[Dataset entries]
__________
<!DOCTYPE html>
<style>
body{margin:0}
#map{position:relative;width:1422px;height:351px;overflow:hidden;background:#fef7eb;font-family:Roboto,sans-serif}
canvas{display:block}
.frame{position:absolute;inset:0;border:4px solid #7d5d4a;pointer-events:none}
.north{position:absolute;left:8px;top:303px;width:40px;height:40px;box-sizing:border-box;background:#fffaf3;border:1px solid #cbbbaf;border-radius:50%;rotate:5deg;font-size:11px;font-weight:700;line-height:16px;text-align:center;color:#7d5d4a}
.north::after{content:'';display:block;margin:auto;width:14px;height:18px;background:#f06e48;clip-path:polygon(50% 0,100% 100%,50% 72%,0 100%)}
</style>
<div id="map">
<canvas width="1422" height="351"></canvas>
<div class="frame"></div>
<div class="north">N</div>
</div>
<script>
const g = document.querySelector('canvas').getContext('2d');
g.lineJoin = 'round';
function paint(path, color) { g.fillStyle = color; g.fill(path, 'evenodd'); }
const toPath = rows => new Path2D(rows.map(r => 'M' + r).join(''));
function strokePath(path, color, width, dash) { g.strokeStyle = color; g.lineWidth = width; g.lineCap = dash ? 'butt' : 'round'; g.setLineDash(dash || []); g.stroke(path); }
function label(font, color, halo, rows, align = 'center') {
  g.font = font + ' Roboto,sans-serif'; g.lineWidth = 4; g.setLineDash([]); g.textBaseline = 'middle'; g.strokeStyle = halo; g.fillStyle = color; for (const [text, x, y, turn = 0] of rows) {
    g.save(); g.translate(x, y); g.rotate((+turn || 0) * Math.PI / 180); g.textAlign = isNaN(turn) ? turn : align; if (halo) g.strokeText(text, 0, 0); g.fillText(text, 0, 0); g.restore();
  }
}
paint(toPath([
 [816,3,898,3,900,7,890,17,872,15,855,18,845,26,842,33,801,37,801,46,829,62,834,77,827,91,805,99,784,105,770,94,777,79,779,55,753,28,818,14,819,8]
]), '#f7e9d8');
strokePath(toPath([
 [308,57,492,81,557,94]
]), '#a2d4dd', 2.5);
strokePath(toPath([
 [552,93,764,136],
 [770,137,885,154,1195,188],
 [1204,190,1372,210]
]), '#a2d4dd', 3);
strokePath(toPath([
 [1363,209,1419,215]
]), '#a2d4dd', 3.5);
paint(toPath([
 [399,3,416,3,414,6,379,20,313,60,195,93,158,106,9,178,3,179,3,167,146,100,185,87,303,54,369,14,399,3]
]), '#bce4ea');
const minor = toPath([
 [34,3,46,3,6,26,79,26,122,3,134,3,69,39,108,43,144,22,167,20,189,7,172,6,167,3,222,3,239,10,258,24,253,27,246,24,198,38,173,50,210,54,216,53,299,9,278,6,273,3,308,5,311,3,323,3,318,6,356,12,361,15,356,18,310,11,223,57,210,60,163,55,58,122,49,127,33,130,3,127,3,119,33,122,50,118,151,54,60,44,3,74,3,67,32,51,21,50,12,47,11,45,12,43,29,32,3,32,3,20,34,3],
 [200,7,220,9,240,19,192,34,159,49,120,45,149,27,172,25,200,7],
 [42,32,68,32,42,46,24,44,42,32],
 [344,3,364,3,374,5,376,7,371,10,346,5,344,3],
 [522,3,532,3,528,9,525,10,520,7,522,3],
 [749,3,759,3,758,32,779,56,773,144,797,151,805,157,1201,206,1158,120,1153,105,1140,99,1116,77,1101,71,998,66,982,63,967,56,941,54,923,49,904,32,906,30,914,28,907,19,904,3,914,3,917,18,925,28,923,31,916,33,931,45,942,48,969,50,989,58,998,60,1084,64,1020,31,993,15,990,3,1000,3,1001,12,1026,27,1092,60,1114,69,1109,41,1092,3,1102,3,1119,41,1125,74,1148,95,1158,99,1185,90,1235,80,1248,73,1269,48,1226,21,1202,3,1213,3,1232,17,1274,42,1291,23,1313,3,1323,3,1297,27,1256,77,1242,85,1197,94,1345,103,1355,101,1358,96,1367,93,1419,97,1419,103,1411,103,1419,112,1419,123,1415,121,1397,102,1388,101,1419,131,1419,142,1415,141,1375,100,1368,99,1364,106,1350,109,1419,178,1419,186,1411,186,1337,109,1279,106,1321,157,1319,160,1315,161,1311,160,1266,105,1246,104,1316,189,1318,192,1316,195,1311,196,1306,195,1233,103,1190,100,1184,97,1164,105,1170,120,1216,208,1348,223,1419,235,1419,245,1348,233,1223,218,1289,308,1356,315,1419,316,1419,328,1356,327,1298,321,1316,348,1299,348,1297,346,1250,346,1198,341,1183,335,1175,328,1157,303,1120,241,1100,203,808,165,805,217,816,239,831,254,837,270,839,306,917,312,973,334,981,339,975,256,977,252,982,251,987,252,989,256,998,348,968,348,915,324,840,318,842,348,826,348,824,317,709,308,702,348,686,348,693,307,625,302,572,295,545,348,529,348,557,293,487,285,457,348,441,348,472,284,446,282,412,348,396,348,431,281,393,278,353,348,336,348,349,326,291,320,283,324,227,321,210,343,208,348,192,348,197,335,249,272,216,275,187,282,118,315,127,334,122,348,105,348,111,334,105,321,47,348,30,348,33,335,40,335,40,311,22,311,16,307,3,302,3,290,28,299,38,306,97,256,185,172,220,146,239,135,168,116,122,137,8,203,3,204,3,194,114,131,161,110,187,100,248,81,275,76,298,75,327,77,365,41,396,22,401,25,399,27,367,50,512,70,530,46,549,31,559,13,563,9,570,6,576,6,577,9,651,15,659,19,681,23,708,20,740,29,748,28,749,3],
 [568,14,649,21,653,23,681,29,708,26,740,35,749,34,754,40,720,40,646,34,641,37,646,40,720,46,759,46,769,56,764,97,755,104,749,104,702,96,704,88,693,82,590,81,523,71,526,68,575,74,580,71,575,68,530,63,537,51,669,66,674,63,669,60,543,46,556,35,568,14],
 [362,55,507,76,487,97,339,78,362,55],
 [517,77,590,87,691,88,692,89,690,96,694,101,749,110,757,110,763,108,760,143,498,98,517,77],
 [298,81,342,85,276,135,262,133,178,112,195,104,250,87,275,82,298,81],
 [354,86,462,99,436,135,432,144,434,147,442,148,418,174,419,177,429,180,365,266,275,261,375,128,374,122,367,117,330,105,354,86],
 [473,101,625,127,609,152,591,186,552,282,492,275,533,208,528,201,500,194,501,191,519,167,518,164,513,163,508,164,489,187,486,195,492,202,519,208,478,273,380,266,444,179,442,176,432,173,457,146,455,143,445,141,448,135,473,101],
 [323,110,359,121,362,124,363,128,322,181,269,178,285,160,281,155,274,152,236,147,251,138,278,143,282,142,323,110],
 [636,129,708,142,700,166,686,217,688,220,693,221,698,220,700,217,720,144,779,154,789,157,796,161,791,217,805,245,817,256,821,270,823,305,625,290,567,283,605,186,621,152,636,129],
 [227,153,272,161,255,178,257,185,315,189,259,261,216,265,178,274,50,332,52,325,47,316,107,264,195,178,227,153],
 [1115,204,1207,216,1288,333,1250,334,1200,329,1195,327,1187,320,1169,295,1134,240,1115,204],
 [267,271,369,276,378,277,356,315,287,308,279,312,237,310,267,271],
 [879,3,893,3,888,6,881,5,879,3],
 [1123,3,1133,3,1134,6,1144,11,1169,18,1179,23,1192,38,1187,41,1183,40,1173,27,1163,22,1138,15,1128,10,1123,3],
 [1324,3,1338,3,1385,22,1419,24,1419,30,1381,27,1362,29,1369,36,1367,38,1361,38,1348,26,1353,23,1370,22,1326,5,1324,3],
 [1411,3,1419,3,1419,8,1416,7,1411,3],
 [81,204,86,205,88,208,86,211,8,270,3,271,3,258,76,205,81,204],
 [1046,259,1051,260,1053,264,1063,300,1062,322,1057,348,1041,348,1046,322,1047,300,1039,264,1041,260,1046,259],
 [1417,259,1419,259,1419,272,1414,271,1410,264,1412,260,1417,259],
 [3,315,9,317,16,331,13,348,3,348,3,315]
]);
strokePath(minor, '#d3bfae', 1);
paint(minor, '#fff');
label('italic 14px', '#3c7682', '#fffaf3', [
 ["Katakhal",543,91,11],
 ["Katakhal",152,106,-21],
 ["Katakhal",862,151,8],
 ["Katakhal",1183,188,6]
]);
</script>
__________
Would you print, exactly as written, every line above from the one holding "0,100% 100%,50% 72%,0" through the one holding "g.lineJoin = 'round';", with both included and no other lines?

.north::after{content:'';display:block;margin:auto;width:14px;height:18px;background:#f06e48;clip-path:polygon(50% 0,100% 100%,50% 72%,0 100%)}
</style>
<div id="map">
<canvas width="1422" height="351"></canvas>
<div class="frame"></div>
<div class="north">N</div>
</div>
<script>
const g = document.querySelector('canvas').getContext('2d');
g.lineJoin = 'round';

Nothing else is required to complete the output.